AI agent storage incident
Codex SQLite WAL Disk Full On Linux
If `~/.codex/logs_2.sqlite-wal` grows to GBs or hundreds of GBs, deleting the visible WAL may not free space. Stale or suspended Codex TUI sessions can keep deleted WAL file descriptors open, so `du ~/.codex` looks small while `df -h` still says the filesystem is full.
Prove whether space is held by a deleted WAL inode.
The first pass is read-only: compare `du` and `df`, list deleted open files, identify stale Codex PIDs, then checkpoint only after stale readers are gone.
du -xsh ~/.codex; df -h "$HOME"; lsof -nP +L1 | sort -nr
What is happening
SQLite WAL files are normal, but they need checkpointing. Long-lived readers can prevent truncation. If a stale Codex process still holds a deleted `logs_2.sqlite-wal`, the directory size may look fixed while the filesystem remains full because the deleted inode is still allocated.
Safe recovery order
- Stop starting new Codex sessions while the filesystem is near full.
- Use `lsof +L1` to prove whether deleted WAL or SHM files are still open.

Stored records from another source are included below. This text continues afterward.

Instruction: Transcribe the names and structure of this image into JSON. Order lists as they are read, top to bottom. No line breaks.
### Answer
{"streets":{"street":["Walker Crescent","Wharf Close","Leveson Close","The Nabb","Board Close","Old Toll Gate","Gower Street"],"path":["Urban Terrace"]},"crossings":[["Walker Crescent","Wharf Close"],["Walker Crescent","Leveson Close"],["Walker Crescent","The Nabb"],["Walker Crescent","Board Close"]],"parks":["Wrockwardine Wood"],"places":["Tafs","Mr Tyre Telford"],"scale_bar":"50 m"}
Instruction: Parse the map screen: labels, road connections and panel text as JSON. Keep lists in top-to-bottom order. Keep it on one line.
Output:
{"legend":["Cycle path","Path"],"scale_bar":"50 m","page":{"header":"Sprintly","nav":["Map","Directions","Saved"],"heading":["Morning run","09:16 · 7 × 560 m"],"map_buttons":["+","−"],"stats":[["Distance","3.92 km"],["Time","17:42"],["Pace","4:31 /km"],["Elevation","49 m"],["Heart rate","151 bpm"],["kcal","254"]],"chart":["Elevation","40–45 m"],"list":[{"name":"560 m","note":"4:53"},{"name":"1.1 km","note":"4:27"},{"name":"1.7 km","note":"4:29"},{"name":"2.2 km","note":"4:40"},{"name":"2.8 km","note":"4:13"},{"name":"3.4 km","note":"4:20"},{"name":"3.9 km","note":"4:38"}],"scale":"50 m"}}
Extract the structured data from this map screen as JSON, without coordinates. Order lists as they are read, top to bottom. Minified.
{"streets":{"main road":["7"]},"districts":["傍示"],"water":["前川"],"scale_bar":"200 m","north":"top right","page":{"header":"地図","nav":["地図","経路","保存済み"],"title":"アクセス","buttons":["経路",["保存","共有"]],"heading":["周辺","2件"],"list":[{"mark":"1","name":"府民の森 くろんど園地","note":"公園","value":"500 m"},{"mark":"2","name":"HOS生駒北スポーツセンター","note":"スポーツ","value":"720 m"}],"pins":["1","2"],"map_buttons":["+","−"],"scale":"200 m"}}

- Identify stale or suspended Codex processes with `ps`, `tmux ls`, and `fuser`.
- Exit stale sessions cleanly if possible; otherwise terminate only the stale PIDs that hold the deleted WAL.
- Run a SQLite checkpoint only after readers release the database.
- Re-check `df -h`, `du -xsh ~/.codex`, and `lsof +L1` before deleting anything else.
Use this when `du` and `df` disagree.
The runbook separates visible file size from deleted-open-inode allocation, then checkpoints the WAL after stale readers are gone.
du -xsh "$HOME/.codex" 2>/dev/null
df -h "$HOME"
lsof -nP +L1 2>/dev/null | awk 'NR>1 && $7 ~ /^[0-9]+$/ && $7 > 1000000000 {print $7, $2, $1, $4, $9}' | sort -nr | head -40 | numfmt --field=1 --to=iec --suffix=B
fuser "$HOME/.codex/logs_2.sqlite" 2>/dev/null
sqlite3 "$HOME/.codex/logs_2.sqlite" "PRAGMA wal_checkpoint(TRUNCATE);"
Do Not Delete First
- Do not keep deleting visible WAL files if `lsof +L1` shows deleted inodes are still open.
- Do not remove all of `~/.codex` before exporting or backing up session state you care about.
- Do not run broad cache cleaners while the issue is actually a live file descriptor problem.
- Do not kill every shell or tmux process; target the stale Codex PIDs that hold the deleted WAL.
Turn this recovery into a team-safe agent storage policy.
The $99 policy is for teams running Codex, agent CLIs, tmux sessions, or long-lived SQLite-backed tools on shared Linux workstations and build hosts. You get the deleted-inode recovery runbook, WAL checkpoint rules, stale-process guardrails, and monitoring thresholds for one representative environment.
No mail app or GitHub login? Send this directly from any inbox.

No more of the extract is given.